## What is needed
Repeat precisely the span of lines below that opens with the line containing "Map reading. What" and closes with the line containing "Map reading. Summarize", both included.

(Saved data entries)
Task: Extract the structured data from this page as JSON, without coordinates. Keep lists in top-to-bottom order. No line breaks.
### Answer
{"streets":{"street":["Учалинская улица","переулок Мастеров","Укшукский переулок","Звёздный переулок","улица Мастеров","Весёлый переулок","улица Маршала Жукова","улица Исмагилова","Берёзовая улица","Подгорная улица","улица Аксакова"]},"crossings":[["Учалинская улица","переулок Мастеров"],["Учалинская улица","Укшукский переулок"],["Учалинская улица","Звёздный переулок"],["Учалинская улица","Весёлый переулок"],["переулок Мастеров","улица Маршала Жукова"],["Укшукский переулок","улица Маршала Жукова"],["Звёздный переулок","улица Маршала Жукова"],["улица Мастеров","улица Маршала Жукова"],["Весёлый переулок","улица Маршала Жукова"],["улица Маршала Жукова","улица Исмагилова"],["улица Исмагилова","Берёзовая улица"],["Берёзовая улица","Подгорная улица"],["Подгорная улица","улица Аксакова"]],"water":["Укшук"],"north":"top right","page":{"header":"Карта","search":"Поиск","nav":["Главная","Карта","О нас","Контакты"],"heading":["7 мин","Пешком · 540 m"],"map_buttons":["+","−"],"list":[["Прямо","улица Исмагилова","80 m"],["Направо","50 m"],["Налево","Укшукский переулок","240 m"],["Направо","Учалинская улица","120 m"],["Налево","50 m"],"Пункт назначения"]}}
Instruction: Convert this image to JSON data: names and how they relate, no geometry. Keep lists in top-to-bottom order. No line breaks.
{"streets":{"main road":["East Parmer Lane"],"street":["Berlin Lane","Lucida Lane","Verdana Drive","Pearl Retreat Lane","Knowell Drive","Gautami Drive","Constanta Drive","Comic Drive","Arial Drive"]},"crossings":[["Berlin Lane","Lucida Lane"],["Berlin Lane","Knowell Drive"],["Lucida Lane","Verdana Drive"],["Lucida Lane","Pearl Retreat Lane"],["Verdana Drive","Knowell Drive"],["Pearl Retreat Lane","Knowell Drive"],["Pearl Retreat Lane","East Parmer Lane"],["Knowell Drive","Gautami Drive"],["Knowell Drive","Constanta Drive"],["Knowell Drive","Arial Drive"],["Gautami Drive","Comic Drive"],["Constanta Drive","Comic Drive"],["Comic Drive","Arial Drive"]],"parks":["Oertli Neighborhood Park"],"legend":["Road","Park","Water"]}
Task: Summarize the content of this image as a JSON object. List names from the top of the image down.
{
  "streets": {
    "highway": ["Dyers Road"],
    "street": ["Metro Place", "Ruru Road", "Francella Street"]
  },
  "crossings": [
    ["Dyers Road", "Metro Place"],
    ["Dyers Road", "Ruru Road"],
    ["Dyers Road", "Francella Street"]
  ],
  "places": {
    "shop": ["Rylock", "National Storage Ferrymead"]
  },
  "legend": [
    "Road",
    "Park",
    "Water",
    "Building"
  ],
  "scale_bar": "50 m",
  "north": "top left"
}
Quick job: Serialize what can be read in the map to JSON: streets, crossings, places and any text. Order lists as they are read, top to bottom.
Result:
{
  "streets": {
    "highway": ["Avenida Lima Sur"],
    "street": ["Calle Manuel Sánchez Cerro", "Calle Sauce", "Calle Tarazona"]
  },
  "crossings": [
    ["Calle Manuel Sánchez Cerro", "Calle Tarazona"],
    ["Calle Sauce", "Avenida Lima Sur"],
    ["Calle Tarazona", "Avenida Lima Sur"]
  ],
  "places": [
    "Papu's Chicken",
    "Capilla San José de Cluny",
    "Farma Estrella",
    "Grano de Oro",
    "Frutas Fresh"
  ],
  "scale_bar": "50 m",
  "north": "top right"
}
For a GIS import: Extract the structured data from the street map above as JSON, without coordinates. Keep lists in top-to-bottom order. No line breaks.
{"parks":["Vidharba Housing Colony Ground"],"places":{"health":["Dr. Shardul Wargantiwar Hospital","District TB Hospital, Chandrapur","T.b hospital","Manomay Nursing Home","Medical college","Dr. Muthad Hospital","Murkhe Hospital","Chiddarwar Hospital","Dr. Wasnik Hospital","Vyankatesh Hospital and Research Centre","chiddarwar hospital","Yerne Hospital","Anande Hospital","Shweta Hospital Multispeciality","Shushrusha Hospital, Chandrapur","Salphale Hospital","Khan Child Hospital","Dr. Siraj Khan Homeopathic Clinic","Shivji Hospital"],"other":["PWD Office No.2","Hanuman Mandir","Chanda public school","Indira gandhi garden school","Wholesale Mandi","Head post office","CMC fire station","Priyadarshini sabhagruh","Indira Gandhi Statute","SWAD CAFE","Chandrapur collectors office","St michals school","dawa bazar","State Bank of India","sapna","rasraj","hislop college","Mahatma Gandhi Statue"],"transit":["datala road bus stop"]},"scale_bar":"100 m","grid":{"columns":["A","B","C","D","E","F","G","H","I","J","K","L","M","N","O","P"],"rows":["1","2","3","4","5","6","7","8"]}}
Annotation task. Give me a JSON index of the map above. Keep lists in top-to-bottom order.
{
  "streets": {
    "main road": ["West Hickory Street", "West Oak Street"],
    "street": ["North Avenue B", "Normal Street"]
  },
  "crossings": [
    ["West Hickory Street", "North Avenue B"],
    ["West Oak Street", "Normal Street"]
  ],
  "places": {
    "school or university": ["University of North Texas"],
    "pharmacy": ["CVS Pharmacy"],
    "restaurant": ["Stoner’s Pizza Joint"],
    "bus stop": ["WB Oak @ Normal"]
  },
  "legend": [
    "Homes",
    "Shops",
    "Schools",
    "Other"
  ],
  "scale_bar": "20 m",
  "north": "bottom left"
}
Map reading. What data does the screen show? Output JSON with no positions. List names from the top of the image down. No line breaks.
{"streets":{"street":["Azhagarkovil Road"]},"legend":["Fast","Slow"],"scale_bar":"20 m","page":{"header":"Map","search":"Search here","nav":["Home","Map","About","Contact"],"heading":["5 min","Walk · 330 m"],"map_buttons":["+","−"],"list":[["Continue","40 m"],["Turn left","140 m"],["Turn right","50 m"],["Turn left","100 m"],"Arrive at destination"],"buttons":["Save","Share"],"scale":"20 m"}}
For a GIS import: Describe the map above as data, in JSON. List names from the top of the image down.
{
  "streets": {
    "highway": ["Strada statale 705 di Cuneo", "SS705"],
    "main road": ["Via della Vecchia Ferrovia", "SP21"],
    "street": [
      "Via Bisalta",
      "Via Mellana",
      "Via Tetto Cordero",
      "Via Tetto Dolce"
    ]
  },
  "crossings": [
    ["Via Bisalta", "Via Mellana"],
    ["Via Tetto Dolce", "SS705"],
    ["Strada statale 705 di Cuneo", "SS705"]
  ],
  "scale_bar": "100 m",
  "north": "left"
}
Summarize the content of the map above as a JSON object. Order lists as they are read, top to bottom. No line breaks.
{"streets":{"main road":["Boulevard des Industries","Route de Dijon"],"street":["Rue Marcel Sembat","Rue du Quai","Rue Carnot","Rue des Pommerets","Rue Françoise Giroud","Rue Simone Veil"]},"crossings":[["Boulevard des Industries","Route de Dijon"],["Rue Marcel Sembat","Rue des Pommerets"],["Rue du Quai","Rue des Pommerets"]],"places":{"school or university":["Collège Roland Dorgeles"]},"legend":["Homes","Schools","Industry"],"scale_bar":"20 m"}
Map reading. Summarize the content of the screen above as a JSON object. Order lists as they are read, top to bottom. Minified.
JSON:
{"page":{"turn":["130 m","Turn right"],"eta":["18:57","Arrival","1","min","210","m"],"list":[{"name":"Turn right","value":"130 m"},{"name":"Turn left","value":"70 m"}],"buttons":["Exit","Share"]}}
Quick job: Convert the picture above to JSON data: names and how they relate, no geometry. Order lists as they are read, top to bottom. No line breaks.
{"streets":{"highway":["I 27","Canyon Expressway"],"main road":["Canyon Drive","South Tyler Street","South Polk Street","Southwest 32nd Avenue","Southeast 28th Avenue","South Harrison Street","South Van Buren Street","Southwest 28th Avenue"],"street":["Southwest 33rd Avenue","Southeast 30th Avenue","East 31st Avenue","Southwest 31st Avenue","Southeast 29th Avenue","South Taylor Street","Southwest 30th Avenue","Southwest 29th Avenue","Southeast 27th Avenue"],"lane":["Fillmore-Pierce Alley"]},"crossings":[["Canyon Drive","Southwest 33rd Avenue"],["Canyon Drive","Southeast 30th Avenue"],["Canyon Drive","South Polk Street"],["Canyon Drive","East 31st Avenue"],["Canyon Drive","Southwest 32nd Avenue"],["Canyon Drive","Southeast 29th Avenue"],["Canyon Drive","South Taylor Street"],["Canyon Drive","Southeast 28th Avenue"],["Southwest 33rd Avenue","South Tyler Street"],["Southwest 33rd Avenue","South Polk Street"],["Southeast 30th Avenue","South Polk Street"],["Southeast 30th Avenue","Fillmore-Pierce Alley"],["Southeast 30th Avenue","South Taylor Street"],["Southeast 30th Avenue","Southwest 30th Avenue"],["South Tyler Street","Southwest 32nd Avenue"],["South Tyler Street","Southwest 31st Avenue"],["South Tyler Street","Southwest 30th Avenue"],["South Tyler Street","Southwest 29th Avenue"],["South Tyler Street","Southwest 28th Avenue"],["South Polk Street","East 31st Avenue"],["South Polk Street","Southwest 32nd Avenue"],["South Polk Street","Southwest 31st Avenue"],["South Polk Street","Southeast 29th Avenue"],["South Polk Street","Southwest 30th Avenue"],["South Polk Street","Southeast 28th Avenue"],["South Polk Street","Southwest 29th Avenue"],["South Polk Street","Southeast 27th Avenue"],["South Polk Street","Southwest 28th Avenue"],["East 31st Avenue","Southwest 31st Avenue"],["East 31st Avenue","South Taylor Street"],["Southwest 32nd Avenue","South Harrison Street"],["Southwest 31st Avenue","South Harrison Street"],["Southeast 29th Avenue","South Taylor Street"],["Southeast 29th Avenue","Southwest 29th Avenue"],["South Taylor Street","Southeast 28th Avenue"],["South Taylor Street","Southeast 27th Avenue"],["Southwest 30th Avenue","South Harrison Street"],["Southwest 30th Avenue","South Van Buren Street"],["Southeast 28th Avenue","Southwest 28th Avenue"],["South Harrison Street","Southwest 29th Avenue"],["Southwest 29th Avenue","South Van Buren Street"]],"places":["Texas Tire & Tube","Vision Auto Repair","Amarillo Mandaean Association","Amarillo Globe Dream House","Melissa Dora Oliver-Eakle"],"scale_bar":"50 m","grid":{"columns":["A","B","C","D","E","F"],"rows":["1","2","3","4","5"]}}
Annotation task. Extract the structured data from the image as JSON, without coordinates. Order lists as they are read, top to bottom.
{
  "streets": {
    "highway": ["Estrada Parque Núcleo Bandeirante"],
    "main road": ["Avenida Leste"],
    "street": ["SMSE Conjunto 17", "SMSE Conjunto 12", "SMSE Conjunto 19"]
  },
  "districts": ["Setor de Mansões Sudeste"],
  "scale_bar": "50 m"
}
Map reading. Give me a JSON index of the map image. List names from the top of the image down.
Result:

## Answer section
Map reading. What data does the screen show? Output JSON with no positions. List names from the top of the image down. No line breaks.
{"streets":{"street":["Azhagarkovil Road"]},"legend":["Fast","Slow"],"scale_bar":"20 m","page":{"header":"Map","search":"Search here","nav":["Home","Map","About","Contact"],"heading":["5 min","Walk · 330 m"],"map_buttons":["+","−"],"list":[["Continue","40 m"],["Turn left","140 m"],["Turn right","50 m"],["Turn left","100 m"],"Arrive at destination"],"buttons":["Save","Share"],"scale":"20 m"}}
For a GIS import: Describe the map above as data, in JSON. List names from the top of the image down.
{
  "streets": {
    "highway": ["Strada statale 705 di Cuneo", "SS705"],
    "main road": ["Via della Vecchia Ferrovia", "SP21"],
    "street": [
      "Via Bisalta",
      "Via Mellana",
      "Via Tetto Cordero",
      "Via Tetto Dolce"
    ]
  },
  "crossings": [
    ["Via Bisalta", "Via Mellana"],
    ["Via Tetto Dolce", "SS705"],
    ["Strada statale 705 di Cuneo", "SS705"]
  ],
  "scale_bar": "100 m",
  "north": "left"
}
Summarize the content of the map above as a JSON object. Order lists as they are read, top to bottom. No line breaks.
{"streets":{"main road":["Boulevard des Industries","Route de Dijon"],"street":["Rue Marcel Sembat","Rue du Quai","Rue Carnot","Rue des Pommerets","Rue Françoise Giroud","Rue Simone Veil"]},"crossings":[["Boulevard des Industries","Route de Dijon"],["Rue Marcel Sembat","Rue des Pommerets"],["Rue du Quai","Rue des Pommerets"]],"places":{"school or university":["Collège Roland Dorgeles"]},"legend":["Homes","Schools","Industry"],"scale_bar":"20 m"}
Map reading. Summarize the content of the screen above as a JSON object. Order lists as they are read, top to bottom. Minified.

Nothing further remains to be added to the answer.